■ **Task requirements**
Determine how many lines of this material contain "list". Give only the number.

★ ★ ★ ★ ★ ★ ★

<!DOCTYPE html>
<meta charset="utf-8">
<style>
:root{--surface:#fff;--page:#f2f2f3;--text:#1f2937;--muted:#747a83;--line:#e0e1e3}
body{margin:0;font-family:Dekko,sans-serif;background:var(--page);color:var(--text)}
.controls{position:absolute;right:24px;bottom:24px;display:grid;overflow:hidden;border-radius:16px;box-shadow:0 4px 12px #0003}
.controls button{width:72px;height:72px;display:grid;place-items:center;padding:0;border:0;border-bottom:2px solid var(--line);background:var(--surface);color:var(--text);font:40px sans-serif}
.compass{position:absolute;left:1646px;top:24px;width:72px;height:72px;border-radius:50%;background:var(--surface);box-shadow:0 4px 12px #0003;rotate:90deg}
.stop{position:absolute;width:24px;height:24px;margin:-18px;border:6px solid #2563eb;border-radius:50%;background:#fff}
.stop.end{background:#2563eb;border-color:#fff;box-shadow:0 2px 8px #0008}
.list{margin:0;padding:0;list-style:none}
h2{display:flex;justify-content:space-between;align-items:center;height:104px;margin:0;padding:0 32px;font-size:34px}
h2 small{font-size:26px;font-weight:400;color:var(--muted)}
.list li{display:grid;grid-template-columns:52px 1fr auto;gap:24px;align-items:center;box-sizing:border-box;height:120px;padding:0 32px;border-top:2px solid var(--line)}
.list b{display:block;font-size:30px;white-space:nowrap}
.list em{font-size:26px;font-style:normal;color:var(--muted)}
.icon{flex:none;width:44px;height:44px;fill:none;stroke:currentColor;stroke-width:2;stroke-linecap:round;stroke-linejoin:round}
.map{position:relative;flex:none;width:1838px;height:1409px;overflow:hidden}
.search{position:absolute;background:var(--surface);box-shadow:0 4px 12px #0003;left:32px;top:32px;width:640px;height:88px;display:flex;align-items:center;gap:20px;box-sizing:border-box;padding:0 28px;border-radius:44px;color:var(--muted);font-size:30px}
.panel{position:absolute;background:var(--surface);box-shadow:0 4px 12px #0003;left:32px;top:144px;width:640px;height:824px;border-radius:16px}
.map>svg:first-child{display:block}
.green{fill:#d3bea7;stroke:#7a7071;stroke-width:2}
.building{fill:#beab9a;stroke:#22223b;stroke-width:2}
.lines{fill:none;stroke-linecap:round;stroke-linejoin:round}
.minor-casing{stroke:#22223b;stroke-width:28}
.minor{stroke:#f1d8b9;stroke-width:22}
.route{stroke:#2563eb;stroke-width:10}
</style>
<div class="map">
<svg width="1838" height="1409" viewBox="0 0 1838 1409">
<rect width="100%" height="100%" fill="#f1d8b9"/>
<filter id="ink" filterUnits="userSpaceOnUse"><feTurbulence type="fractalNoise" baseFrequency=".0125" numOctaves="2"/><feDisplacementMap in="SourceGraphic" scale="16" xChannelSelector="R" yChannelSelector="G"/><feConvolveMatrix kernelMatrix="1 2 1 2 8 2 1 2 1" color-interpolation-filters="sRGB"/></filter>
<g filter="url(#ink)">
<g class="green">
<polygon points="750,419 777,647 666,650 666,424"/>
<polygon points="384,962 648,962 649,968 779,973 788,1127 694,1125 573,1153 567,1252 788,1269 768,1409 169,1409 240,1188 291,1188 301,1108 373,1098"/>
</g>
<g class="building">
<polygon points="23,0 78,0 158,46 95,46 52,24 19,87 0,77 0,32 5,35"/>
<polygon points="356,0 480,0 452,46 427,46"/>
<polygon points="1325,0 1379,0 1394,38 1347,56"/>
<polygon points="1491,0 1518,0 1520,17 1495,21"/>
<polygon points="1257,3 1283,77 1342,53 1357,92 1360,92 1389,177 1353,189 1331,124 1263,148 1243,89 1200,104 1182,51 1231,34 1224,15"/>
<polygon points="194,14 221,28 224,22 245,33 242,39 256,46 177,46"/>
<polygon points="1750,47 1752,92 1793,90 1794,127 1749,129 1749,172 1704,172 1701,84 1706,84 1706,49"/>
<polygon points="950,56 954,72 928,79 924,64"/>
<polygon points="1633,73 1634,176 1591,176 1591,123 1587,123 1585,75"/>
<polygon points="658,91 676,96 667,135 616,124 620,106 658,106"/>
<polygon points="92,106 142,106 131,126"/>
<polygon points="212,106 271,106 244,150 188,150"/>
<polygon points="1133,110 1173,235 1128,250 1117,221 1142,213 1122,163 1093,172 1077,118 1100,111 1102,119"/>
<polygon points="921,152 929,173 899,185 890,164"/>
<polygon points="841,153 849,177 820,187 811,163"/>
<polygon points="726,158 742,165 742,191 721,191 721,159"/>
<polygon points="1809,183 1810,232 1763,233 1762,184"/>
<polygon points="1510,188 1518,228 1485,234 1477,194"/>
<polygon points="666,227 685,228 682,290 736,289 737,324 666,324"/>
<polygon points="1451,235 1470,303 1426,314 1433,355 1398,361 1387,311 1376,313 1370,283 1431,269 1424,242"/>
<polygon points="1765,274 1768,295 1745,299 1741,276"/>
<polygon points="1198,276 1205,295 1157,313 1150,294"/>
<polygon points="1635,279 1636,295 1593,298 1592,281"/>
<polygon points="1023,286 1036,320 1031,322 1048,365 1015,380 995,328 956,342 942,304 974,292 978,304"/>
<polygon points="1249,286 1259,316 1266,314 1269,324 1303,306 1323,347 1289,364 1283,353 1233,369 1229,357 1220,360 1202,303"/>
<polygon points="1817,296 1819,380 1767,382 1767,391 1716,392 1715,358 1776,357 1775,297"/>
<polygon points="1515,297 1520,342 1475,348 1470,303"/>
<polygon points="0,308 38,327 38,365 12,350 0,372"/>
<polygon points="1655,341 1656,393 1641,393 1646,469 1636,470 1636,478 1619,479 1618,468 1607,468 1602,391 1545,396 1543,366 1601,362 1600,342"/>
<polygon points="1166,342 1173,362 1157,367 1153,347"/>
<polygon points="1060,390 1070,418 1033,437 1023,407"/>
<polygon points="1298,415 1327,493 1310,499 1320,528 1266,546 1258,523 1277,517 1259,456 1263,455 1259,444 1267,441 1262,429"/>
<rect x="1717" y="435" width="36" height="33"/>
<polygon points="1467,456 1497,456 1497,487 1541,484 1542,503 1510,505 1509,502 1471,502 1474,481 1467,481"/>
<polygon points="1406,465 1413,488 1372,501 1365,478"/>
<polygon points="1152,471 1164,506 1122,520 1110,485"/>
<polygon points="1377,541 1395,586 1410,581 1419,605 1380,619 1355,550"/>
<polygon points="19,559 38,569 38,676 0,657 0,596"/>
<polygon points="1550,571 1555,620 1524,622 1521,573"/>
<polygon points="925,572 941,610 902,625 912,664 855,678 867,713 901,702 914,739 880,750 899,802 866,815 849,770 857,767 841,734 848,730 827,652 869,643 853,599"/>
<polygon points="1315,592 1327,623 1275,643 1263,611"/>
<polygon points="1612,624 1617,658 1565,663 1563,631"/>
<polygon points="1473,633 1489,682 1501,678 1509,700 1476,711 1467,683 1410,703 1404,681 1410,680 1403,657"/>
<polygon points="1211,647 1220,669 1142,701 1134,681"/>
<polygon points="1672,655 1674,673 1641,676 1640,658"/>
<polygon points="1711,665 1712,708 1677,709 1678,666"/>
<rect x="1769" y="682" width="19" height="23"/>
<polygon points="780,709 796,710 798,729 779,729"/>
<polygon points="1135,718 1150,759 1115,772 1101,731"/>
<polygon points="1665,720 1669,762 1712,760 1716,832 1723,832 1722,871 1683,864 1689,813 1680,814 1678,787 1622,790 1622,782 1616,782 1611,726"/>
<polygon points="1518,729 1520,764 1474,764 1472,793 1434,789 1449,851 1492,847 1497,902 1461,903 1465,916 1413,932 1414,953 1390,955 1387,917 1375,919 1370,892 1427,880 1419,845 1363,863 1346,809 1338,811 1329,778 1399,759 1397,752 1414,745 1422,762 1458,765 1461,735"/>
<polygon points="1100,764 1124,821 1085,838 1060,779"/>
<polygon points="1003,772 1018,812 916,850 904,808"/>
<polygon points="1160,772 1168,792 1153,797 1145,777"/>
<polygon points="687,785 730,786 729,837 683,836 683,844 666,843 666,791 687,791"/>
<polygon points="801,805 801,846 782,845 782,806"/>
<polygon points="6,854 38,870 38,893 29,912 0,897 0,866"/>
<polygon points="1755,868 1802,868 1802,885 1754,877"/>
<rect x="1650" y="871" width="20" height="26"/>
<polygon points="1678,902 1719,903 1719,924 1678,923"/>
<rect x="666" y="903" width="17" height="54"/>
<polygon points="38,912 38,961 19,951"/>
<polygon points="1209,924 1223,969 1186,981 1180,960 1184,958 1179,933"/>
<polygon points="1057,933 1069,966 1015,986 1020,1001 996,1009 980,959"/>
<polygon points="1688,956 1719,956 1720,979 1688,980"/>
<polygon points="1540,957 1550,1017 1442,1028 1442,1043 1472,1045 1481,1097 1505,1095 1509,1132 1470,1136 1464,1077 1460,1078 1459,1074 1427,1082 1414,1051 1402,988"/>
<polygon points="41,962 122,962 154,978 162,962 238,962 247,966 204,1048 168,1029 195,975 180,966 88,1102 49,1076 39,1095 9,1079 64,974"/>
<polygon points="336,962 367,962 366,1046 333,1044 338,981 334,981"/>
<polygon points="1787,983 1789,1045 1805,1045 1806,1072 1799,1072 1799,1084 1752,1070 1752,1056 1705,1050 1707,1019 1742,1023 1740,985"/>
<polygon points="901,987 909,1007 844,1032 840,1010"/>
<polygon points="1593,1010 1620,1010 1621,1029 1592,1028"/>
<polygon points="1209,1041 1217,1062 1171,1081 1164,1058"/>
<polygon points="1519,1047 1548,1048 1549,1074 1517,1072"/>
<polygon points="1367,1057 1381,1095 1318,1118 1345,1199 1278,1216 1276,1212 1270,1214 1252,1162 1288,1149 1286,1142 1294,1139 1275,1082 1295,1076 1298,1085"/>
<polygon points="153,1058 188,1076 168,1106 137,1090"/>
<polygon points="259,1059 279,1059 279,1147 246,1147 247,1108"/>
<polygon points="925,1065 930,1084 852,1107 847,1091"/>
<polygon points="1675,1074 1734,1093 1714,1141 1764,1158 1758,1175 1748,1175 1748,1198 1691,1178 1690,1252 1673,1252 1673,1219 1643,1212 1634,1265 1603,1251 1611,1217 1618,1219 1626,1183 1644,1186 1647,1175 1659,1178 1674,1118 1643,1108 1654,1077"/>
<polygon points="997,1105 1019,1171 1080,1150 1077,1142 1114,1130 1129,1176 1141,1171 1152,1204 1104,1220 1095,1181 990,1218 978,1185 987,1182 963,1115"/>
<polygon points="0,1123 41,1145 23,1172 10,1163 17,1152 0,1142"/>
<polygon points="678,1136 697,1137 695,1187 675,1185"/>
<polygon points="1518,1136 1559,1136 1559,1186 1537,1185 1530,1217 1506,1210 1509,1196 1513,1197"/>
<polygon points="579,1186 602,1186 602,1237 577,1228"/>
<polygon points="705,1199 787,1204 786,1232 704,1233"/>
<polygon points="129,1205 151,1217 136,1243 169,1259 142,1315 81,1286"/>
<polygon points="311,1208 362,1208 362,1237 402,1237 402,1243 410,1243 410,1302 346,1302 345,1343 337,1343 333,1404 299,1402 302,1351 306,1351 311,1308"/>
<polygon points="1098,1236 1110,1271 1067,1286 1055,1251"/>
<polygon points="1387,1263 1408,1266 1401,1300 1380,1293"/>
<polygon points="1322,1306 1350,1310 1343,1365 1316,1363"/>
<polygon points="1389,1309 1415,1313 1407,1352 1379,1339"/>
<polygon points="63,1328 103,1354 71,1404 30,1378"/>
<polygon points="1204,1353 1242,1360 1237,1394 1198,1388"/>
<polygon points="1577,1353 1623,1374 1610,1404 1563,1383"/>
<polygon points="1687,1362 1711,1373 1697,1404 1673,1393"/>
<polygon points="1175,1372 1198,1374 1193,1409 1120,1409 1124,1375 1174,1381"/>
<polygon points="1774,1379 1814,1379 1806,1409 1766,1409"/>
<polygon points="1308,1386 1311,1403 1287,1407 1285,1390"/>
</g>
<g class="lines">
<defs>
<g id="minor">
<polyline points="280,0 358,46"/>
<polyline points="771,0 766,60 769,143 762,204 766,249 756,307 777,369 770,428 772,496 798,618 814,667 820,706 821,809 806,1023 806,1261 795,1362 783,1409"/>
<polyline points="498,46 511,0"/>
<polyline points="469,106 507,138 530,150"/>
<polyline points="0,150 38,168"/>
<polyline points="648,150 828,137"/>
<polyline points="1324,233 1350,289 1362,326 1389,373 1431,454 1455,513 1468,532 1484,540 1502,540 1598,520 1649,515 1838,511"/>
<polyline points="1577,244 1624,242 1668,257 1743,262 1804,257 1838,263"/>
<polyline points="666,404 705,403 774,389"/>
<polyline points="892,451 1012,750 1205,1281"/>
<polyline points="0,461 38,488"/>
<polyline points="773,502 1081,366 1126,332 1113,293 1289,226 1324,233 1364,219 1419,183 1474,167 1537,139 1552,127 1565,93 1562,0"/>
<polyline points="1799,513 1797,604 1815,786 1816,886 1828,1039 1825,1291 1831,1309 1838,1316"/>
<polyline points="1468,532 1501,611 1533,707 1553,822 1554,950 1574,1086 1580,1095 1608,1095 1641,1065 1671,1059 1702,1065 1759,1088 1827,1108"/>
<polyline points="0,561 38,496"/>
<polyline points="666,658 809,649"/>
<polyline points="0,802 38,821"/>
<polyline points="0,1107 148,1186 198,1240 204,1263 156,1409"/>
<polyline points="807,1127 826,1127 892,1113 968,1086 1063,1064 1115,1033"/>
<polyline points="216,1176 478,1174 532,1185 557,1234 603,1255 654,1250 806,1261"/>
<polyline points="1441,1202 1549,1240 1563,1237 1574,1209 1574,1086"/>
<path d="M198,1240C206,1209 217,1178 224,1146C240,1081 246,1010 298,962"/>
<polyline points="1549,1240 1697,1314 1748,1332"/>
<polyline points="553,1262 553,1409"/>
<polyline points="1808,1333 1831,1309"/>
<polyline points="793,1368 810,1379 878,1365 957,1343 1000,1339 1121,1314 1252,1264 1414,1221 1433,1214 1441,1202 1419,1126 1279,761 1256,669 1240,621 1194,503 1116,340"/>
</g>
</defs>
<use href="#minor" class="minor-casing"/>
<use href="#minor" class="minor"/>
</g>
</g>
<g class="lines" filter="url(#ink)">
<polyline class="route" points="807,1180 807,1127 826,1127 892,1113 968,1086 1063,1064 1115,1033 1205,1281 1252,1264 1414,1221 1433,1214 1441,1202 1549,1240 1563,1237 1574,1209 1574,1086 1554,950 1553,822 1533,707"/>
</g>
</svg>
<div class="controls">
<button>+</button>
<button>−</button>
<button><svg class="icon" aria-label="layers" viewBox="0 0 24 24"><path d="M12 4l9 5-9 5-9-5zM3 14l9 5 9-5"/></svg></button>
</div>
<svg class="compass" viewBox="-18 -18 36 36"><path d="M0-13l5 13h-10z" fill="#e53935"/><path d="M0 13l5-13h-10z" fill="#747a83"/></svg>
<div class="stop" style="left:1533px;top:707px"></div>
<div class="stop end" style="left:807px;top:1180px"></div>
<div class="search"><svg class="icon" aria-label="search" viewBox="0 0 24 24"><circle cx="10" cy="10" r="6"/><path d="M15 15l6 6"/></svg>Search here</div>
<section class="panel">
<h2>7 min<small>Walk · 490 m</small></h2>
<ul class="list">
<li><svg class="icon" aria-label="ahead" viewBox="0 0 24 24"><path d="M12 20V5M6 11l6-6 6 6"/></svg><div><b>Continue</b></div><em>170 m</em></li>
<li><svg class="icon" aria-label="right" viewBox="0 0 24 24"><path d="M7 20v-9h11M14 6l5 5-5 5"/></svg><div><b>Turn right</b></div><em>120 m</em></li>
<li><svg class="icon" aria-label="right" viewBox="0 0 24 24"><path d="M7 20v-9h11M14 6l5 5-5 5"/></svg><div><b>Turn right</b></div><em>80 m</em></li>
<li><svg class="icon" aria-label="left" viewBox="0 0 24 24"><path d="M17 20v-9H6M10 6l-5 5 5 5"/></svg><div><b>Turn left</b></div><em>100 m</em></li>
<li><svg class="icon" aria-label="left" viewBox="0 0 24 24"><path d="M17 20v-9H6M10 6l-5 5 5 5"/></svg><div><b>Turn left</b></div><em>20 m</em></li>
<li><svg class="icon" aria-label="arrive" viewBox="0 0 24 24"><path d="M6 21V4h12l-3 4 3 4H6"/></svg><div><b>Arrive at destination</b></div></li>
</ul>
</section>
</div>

★ ★ ★ ★ ★ ★ ★

■ **Task response**
5